Of the lines below, copy those that hold the word "Stefan".

Stored data
◆ ◆ ◆ ◆ ◆
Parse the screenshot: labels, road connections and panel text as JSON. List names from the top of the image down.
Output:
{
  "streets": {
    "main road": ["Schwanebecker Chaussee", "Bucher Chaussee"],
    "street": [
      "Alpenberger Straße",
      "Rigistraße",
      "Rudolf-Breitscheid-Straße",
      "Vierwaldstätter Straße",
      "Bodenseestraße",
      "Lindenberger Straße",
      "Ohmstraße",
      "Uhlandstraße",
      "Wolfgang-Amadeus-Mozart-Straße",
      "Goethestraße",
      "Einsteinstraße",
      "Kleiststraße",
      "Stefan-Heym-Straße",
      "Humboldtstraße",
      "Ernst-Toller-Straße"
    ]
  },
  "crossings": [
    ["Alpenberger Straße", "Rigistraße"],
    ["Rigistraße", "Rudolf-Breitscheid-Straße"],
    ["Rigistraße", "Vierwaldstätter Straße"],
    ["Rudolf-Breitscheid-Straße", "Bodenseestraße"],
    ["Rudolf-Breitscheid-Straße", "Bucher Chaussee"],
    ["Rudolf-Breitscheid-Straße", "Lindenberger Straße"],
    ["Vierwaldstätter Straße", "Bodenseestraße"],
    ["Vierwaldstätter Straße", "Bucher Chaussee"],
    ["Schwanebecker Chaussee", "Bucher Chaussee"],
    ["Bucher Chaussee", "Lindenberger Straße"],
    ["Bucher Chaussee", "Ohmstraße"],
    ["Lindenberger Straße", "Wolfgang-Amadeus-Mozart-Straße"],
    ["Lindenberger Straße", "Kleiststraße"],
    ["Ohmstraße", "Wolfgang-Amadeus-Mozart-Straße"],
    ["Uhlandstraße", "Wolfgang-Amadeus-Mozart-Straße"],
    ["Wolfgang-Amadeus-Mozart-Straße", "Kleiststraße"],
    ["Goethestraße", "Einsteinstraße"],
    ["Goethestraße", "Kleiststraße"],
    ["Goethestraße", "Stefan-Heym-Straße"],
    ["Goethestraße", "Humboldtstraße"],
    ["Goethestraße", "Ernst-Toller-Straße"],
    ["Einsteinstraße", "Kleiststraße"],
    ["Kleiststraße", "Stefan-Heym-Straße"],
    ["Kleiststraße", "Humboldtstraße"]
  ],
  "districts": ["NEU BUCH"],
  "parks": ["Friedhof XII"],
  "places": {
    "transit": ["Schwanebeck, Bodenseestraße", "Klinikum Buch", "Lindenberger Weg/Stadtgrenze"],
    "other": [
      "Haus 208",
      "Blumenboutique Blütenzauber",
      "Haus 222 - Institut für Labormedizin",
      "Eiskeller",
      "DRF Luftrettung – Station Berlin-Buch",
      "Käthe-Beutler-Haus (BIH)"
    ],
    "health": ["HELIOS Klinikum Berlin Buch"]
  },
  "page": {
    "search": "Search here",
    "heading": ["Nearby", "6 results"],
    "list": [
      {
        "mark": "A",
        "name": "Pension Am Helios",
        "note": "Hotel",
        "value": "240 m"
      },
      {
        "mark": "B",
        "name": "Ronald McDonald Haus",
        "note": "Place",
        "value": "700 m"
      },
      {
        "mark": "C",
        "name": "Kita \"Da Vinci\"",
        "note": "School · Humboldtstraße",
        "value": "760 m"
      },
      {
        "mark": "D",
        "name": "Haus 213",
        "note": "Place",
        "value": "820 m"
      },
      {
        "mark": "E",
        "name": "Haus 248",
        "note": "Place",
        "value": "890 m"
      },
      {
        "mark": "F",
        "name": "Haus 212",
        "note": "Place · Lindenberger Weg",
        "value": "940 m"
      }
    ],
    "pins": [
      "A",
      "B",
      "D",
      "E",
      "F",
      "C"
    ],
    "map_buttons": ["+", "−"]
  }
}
◆ ◆ ◆ ◆ ◆
*Task output:*
      "Stefan-Heym-Straße",
    ["Goethestraße", "Stefan-Heym-Straße"],
    ["Kleiststraße", "Stefan-Heym-Straße"],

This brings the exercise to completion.